Atualmente a Lei Complementar 150 de 1º de Junho de 2015 é a lei especial que regula o trabalho doméstico. De acordo com o artigo 1º da Lei Complementar 150/2015 o conceito de empregado doméstico é “aquele que presta serviços de forma contínua, subordinada, onerosa e pessoal e de finalidade não lucrativa à pessoa ou à família, no âmbito residencial destas, por mais de 2 (dois) dias por semana”.

Então significa dizer que o empregado doméstico presta serviços, de natureza não econômica, para pessoa física ou à família no âmbito residencial destas. Deve-se lembrar que este empregado pode tanto exercer funções internas como de limpeza, de cozinha ou cuidar das crianças, mas também ser o vigia da casa e o motorista, por exemplo.

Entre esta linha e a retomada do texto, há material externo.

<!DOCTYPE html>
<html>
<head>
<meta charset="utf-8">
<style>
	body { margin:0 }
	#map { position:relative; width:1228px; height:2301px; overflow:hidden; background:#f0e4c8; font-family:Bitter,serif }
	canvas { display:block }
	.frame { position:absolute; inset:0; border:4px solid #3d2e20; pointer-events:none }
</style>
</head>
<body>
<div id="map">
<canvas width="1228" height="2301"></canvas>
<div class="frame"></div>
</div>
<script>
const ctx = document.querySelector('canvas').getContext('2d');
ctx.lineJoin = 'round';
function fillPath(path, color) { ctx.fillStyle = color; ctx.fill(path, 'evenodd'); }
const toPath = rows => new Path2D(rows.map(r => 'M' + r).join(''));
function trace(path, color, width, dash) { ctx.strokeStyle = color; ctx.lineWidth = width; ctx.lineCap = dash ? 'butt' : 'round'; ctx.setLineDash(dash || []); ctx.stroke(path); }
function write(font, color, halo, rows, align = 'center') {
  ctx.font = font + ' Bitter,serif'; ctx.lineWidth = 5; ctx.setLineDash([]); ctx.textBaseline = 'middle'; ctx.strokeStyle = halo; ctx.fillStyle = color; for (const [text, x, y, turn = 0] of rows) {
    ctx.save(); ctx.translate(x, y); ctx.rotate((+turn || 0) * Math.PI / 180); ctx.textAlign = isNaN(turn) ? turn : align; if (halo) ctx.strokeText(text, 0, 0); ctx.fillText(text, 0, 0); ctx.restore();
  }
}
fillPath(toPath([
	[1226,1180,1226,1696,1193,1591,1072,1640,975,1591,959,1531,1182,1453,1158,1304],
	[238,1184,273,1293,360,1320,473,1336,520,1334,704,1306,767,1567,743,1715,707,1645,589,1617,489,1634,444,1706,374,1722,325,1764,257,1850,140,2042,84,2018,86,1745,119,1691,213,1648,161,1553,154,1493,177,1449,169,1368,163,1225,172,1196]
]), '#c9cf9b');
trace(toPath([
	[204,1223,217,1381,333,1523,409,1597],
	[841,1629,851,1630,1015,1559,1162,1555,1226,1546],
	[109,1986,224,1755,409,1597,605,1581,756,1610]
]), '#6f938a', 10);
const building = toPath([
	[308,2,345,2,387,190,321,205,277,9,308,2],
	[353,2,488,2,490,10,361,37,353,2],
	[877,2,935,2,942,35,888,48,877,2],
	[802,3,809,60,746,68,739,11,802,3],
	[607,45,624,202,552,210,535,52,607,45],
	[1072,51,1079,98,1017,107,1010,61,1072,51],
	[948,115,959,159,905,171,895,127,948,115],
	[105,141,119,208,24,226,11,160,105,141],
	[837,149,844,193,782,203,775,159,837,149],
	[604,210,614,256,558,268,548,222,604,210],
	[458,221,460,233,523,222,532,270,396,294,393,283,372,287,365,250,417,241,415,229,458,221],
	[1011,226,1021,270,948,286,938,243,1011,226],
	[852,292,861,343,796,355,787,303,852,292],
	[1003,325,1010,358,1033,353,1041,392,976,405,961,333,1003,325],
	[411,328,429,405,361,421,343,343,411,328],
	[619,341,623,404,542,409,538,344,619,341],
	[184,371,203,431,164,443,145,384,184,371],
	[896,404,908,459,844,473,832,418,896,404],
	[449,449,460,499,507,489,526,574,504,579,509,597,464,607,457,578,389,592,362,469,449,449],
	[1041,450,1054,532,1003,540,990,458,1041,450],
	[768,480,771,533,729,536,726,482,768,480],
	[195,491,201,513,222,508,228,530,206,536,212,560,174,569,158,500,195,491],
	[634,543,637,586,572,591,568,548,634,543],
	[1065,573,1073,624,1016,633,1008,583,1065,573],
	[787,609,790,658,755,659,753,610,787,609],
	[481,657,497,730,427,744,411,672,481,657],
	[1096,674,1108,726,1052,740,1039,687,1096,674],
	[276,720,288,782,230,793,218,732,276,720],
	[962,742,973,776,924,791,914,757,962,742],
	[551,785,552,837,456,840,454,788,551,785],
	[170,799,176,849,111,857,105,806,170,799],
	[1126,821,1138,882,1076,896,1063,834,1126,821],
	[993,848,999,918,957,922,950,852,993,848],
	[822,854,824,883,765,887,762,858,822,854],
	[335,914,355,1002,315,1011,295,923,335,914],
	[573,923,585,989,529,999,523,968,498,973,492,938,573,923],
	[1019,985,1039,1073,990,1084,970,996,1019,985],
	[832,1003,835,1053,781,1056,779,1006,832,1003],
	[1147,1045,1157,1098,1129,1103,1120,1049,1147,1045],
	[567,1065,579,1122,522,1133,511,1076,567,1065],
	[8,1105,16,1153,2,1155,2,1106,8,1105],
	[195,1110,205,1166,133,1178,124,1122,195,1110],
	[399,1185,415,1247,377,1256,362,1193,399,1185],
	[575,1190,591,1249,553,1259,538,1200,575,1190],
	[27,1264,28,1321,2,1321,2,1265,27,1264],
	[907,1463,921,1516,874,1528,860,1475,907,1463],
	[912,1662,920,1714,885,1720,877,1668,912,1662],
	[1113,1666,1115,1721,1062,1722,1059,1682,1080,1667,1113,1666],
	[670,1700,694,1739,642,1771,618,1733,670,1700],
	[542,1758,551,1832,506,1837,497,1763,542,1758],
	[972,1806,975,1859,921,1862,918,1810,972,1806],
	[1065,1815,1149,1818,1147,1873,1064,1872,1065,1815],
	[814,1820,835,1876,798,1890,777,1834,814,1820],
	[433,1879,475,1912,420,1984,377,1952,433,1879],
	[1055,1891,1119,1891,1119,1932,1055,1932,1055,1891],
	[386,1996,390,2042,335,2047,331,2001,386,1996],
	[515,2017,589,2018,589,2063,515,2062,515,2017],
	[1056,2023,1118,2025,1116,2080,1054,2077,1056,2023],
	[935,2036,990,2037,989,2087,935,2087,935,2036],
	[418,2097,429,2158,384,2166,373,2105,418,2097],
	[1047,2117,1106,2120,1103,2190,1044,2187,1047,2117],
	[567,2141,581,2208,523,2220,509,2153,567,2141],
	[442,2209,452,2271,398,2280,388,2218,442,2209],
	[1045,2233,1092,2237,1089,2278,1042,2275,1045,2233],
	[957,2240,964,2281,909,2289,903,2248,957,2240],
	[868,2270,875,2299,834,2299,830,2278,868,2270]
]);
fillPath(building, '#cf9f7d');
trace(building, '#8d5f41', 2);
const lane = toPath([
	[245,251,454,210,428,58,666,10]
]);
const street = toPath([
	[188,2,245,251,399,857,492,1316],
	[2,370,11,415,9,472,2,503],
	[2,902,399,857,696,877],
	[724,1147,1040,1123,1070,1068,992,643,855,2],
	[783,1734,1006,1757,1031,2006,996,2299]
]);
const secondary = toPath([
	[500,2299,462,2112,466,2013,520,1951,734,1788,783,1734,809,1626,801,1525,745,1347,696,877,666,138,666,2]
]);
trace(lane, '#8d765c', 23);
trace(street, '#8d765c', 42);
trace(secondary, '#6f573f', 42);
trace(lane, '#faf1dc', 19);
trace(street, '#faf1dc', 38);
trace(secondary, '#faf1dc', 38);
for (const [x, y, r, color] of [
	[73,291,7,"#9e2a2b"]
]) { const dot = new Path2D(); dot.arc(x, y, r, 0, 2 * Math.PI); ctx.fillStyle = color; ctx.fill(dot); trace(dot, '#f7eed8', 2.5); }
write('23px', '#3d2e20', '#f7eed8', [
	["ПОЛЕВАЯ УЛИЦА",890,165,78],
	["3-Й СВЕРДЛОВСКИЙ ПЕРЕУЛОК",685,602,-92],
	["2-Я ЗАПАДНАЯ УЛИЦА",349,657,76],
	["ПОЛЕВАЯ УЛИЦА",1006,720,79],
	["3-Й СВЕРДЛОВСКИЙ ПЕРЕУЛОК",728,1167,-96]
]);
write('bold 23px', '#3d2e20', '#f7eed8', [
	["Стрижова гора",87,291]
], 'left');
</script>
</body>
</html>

Percebe-se aqui que o empregador, ou seja, aquele que contrata, não é uma empresa, não exerce uma atividade econômica, mas é uma pessoa natural ou uma família.

Se voltarmos um pouco ao conceito de empregado doméstico veremos que o serviço deve ser prestado de forma contínua. A lei exige então, que o serviço seja feito com habitualidade, ou seja, com frequência, que virou um hábito, em que há rotina, ao longo da semana.

Portanto, aquele que presta serviços esporádicos, ou mesmo intermitentes, em um ou dois dias da semana, não é empregado doméstico (diaristas, por exemplo). Isso porque a Lei Complementar 150/2015 exige a continuidade na prestação do serviço por mais de dois dias por semana, para configurar o emprego doméstico.

Na Constituição Federal, no título de Direitos Sociais, no artigo 7º, parágrafo único (redação dada pela Emenda Constitucional 72), são assegurados os seguintes direitos a saber:

    relação de emprego protegida contra despedida arbitrária ou sem justa causa, nos termos de lei complementar, que preverá indenização compensatória, dentre outros direitos (inciso I);

    seguro-desemprego, em caso de desemprego involuntário: valor de um salário mínimo, por período máximo de três meses (art. 26 da Lei 150/2015). O prazo para requerer é de 7 (sete) a 90 (noventa) dias contatos da data da dispensa e os documentos exigidos estão elencados no artigo 28 da LC. (inciso II);

    fundo de garantia do tempo de serviço: FGTS. Há uma inovação da LC, quando o empregador deve depositar a importância de 3,2% sobre a remuneração devida, no mês anterior, a cada empregado, destinada ao pagamento da indenização compensatória da perda do emprego; além dos 8%. (inciso III)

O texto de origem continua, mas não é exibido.